The losing battle

A quick check of my POP3 inbox reveals 175 unresponded and unread emails dating back to November last year. If I look at my Gmail account, I see 754 unread messages.

I don't think they'll be read any time soon. I'm fighting a losing battle against email. The more I lose control of it, the less inclined I am to even check it any more -- the sheer volume of mail is a cue for me to lunge for the 'close' button.

Sure, I pick my email over every week or so, looking for anything especially urgent or relevant or interesting. But I put it aside to respond to later. Like when my inbox is tidy again. And I hurry, and miss things. So the conclusion is inescapable: right now, and for the last couple of months at least, email is not an effective way to reach me and get a response.

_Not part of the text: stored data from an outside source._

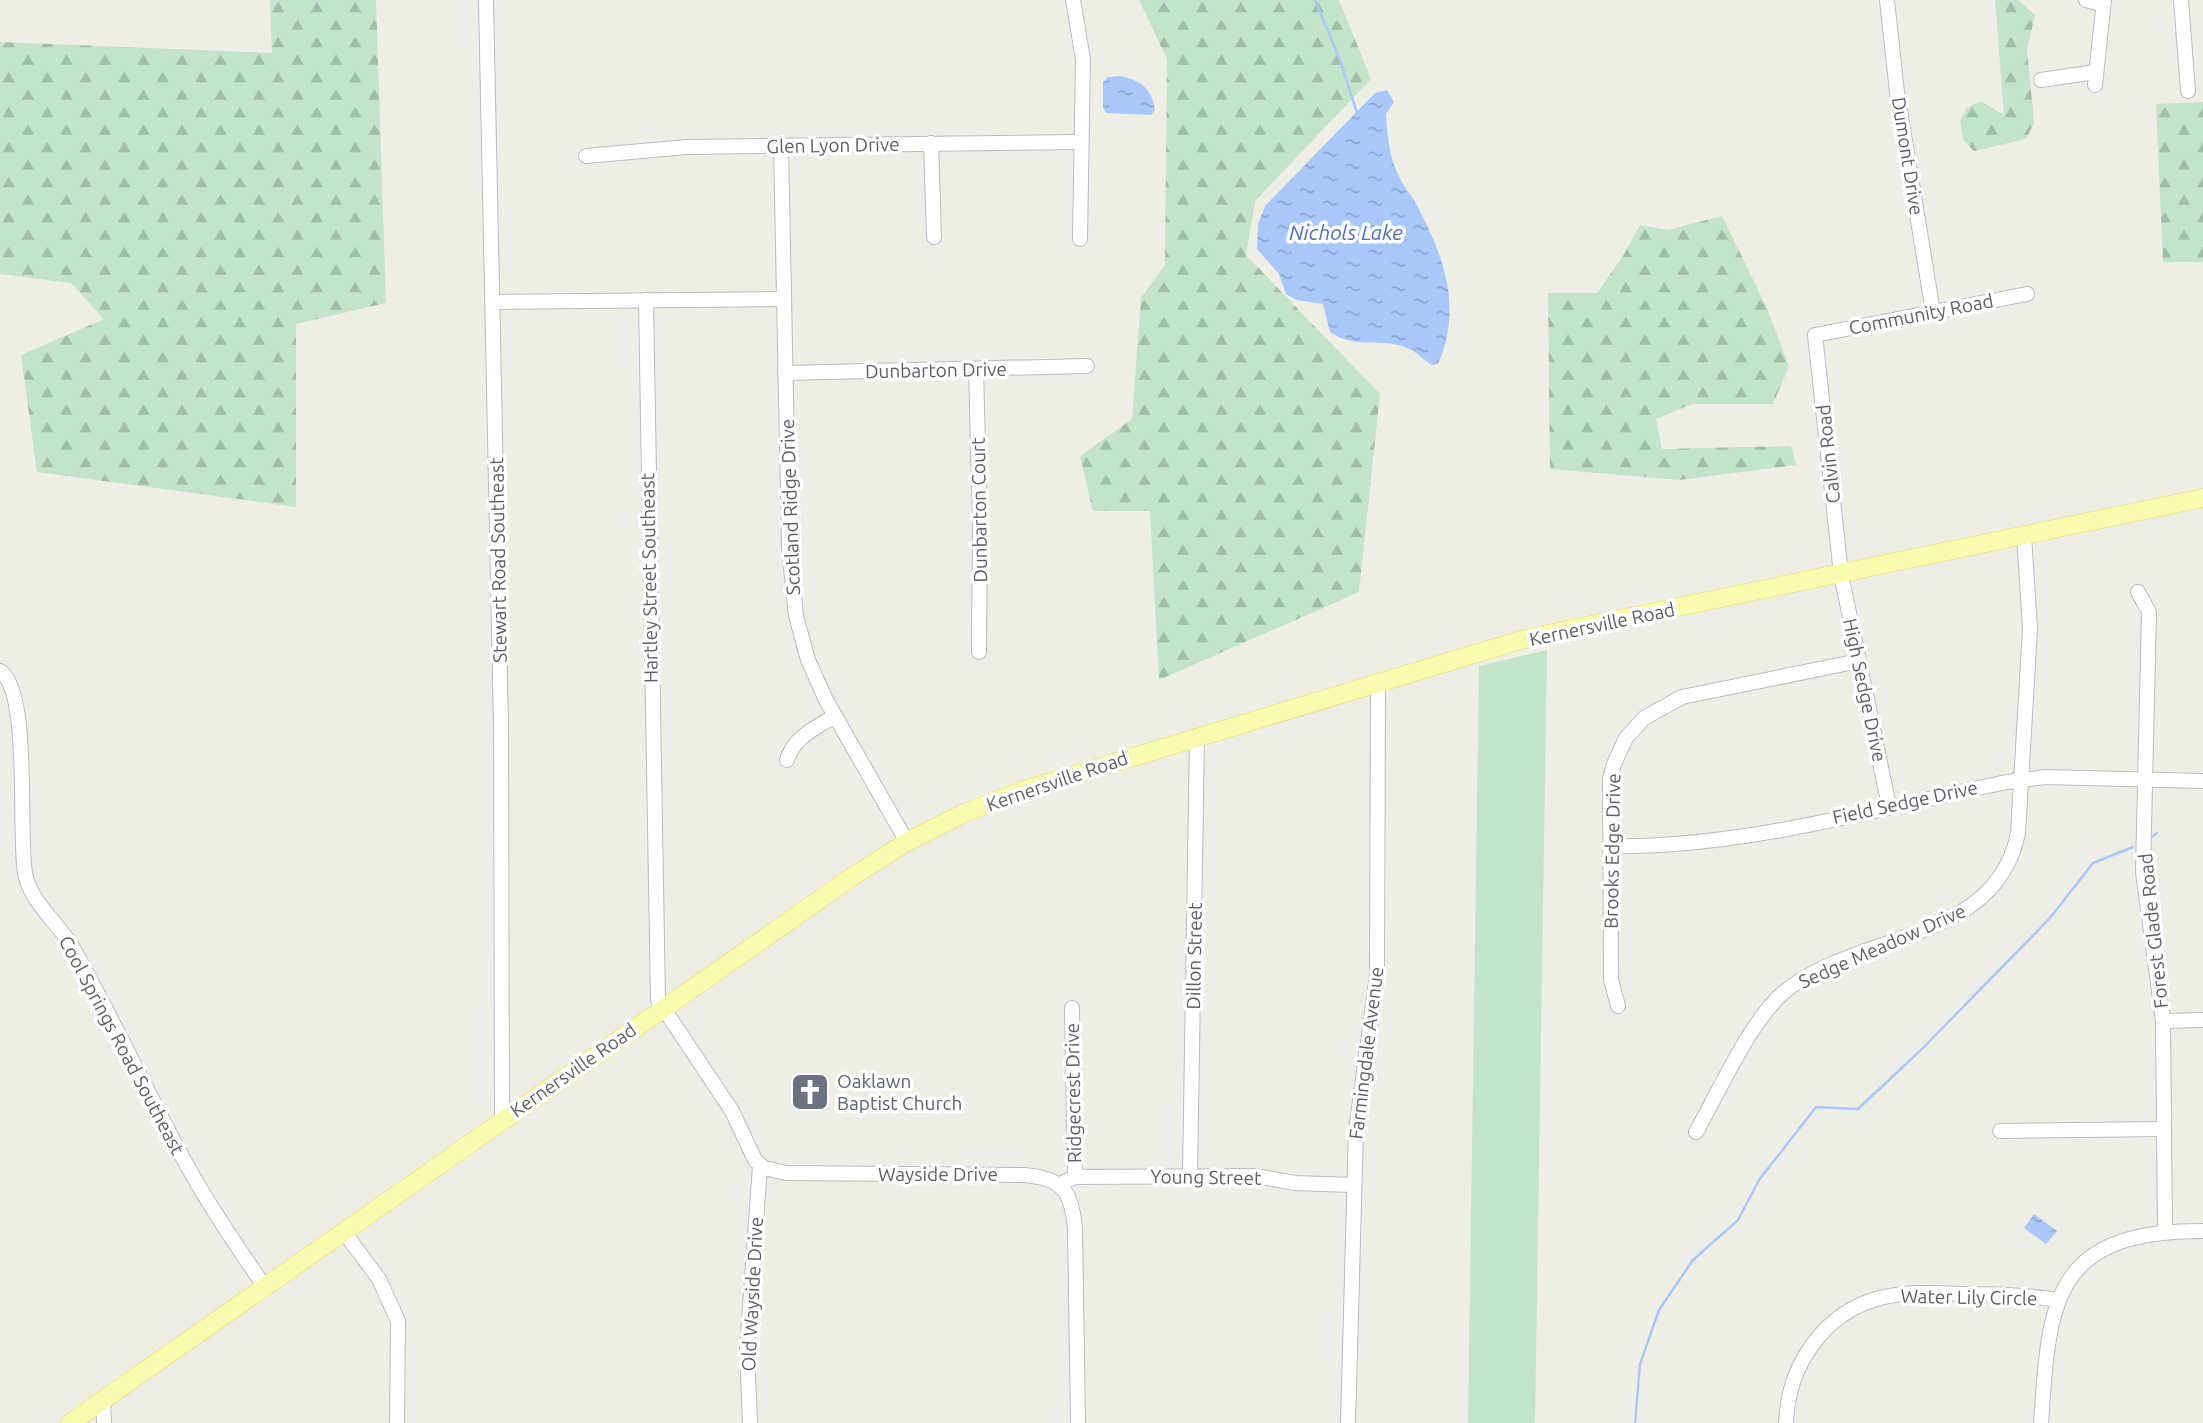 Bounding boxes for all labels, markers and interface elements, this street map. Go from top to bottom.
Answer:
street label: Dumont Drive [1888,95,1928,217]
street label: Glen Lyon Drive [766,133,900,157]
water label: Nichols Lake [1289,220,1403,244]
street label: Community Road [1847,289,1995,339]
street label: Dunbarton Drive [865,358,1007,382]
street label: Calvin Road [1812,403,1844,505]
street label: Scotland Ridge Drive [776,418,804,596]
street label: Dunbarton Court [967,437,991,583]
street label: Stewart Road Southeast [485,456,511,663]
street label: Hartley Street Southeast [636,472,662,683]
street label: Kernersville Road [1527,598,1677,650]
street label: High Sedge Drive [1839,616,1891,764]
street label: Kernersville Road [983,746,1131,816]
street label: Brooks Edge Drive [1600,773,1624,929]
street label: Field Sedge Drive [1830,776,1980,828]
street label: Forest Glade Road [2134,852,2172,1010]
street label: Sedge Meadow Drive [1795,899,1969,993]
street label: Dillon Street [1182,902,1206,1010]
street label: Cool Springs Road Southeast [55,932,189,1159]
street label: Farmingdale Avenue [1344,965,1388,1141]
street label: Kernersville Road [506,1018,640,1122]
street label: Ridgecrest Drive [1061,1023,1085,1163]
place label: Oaklawn Baptist Church [837,1070,962,1114]
church icon: Oaklawn Baptist Church [789,1071,831,1113]
street label: Wayside Drive [878,1163,998,1185]
street label: Young Street [1150,1165,1262,1189]
street label: Old Wayside Drive [737,1216,767,1372]
street label: Water Lily Circle [1900,1285,2038,1309] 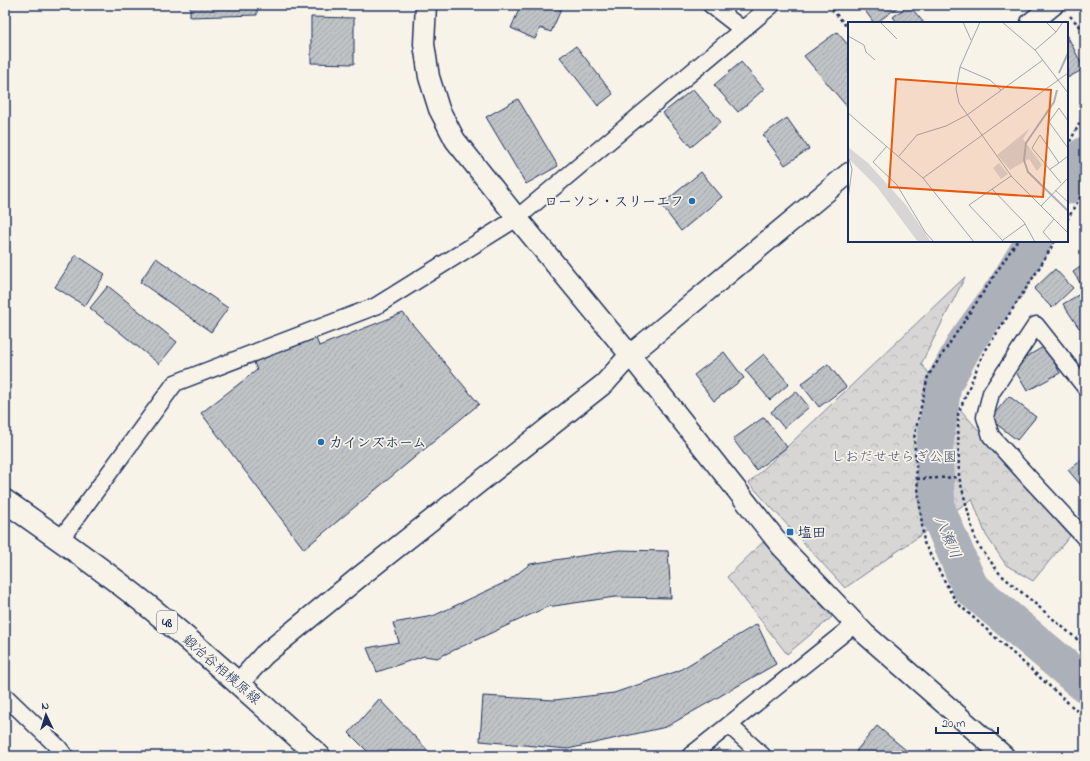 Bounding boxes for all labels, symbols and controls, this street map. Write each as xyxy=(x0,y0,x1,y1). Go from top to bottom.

The correct action to take in response to this situation is fairly obvious -- clean out my inboxes. Read or delete everything. Respond to the emails that need a reply. File everything neatly. Regain control. And if I had 12 spare consecutive hours with which to do so, I could do this, and would find peace once more in the feng shui of a tidy set of mail folders and an uncluttered, airy inbox. But the only practical way is to approach the problem a little at a time, aiming to go forward faster than the constant deluge of incoming traffic drags me backward.

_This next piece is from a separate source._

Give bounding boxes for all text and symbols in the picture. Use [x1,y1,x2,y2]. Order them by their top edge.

The famous computer scientist Don Knuth abandoned email entirely in 1990, to the bemusement of his contemporaries. He tired of email before spam was a problem and when the internet was a millionth of its present size. Now it's 15 years later and some of us are starting to see his point.

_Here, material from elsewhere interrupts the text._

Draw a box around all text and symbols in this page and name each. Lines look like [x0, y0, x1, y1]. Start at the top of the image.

I'm not going to stop using email, because unlike Knuth I still see the value in it, and also unlike Knuth, I don't have a personal secretary to handle my eBay invoices for me and print out correspondence I get from friends. But it is going to take me some time to sift through the backlog. I just unsubscribed from a few high-volume mailing lists. I'll miss reading them but I need my inbox back. And I'm getting started now on reducing the mess. Please don't stop emailing me, but don't anticipate a fast turnaround just yet; I have some work to do before email is useful again.

6 Comments

you get high-volume mailing list mails dumped into your inbox? no way to do some server-side filtering and use imap or something? (that way I can survive, # of mails in inbox: 39)

I've tried refiling mail with filters, but it doesn't work for me. When mail ends up in other folders I *never* end up reading it -- out of sight, out of mind.